- _Dataset entries_:
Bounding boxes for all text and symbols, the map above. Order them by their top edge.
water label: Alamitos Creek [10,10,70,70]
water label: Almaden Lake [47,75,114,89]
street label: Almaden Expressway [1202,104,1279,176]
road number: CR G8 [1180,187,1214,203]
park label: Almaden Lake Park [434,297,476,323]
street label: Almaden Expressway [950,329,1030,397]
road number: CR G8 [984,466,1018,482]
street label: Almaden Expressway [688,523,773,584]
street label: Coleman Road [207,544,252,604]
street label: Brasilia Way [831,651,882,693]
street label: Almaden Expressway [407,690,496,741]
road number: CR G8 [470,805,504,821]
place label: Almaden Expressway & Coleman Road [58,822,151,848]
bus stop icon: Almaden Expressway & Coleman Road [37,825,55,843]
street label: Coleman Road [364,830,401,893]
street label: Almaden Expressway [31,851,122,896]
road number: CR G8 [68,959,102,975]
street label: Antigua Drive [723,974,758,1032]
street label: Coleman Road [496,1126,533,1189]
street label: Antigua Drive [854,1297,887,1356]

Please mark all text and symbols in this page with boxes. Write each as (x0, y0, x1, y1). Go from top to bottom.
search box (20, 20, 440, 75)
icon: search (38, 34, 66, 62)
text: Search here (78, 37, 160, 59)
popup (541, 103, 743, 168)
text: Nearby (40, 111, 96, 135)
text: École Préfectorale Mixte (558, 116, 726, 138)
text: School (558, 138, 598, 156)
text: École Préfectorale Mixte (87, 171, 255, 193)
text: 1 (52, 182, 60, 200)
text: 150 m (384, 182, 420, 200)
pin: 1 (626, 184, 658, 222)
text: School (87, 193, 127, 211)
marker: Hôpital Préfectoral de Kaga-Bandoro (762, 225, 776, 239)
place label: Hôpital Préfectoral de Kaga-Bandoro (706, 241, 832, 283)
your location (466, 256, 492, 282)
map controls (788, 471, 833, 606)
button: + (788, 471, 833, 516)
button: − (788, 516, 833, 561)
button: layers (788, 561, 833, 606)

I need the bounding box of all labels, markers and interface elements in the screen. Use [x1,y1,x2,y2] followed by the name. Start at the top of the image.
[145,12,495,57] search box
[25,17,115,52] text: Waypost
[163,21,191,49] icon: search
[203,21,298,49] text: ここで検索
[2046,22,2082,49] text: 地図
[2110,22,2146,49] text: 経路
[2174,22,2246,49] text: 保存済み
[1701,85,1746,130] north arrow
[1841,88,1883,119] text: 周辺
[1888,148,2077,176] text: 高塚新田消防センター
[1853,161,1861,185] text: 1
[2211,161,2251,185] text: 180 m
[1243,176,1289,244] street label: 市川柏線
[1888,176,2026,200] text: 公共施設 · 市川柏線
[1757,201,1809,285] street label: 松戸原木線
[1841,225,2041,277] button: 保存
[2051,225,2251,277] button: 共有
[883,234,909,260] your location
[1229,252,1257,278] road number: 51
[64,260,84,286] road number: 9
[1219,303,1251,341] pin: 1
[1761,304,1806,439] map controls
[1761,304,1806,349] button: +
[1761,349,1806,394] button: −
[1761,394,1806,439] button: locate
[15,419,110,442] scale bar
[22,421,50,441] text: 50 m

- _Problem to work on_: Line by line, please reproduce the records exactly.

- _Task output_:
Bounding boxes for all text and symbols, the map above. Order them by their top edge.
water label: Alamitos Creek [10,10,70,70]
water label: Almaden Lake [47,75,114,89]
street label: Almaden Expressway [1202,104,1279,176]
road number: CR G8 [1180,187,1214,203]
park label: Almaden Lake Park [434,297,476,323]
street label: Almaden Expressway [950,329,1030,397]
road number: CR G8 [984,466,1018,482]
street label: Almaden Expressway [688,523,773,584]
street label: Coleman Road [207,544,252,604]
street label: Brasilia Way [831,651,882,693]
street label: Almaden Expressway [407,690,496,741]
road number: CR G8 [470,805,504,821]
place label: Almaden Expressway & Coleman Road [58,822,151,848]
bus stop icon: Almaden Expressway & Coleman Road [37,825,55,843]
street label: Coleman Road [364,830,401,893]
street label: Almaden Expressway [31,851,122,896]
road number: CR G8 [68,959,102,975]
street label: Antigua Drive [723,974,758,1032]
street label: Coleman Road [496,1126,533,1189]
street label: Antigua Drive [854,1297,887,1356]

Please mark all text and symbols in this page with boxes. Write each as (x0, y0, x1, y1). Go from top to bottom.
search box (20, 20, 440, 75)
icon: search (38, 34, 66, 62)
text: Search here (78, 37, 160, 59)
popup (541, 103, 743, 168)
text: Nearby (40, 111, 96, 135)
text: École Préfectorale Mixte (558, 116, 726, 138)
text: School (558, 138, 598, 156)
text: École Préfectorale Mixte (87, 171, 255, 193)
text: 1 (52, 182, 60, 200)
text: 150 m (384, 182, 420, 200)
pin: 1 (626, 184, 658, 222)
text: School (87, 193, 127, 211)
marker: Hôpital Préfectoral de Kaga-Bandoro (762, 225, 776, 239)
place label: Hôpital Préfectoral de Kaga-Bandoro (706, 241, 832, 283)
your location (466, 256, 492, 282)
map controls (788, 471, 833, 606)
button: + (788, 471, 833, 516)
button: − (788, 516, 833, 561)
button: layers (788, 561, 833, 606)

I need the bounding box of all labels, markers and interface elements in the screen. Use [x1,y1,x2,y2] followed by the name. Start at the top of the image.
[145,12,495,57] search box
[25,17,115,52] text: Waypost
[163,21,191,49] icon: search
[203,21,298,49] text: ここで検索
[2046,22,2082,49] text: 地図
[2110,22,2146,49] text: 経路
[2174,22,2246,49] text: 保存済み
[1701,85,1746,130] north arrow
[1841,88,1883,119] text: 周辺
[1888,148,2077,176] text: 高塚新田消防センター
[1853,161,1861,185] text: 1
[2211,161,2251,185] text: 180 m
[1243,176,1289,244] street label: 市川柏線
[1888,176,2026,200] text: 公共施設 · 市川柏線
[1757,201,1809,285] street label: 松戸原木線
[1841,225,2041,277] button: 保存
[2051,225,2251,277] button: 共有
[883,234,909,260] your location
[1229,252,1257,278] road number: 51
[64,260,84,286] road number: 9
[1219,303,1251,341] pin: 1
[1761,304,1806,439] map controls
[1761,304,1806,349] button: +
[1761,349,1806,394] button: −
[1761,394,1806,439] button: locate
[15,419,110,442] scale bar
[22,421,50,441] text: 50 m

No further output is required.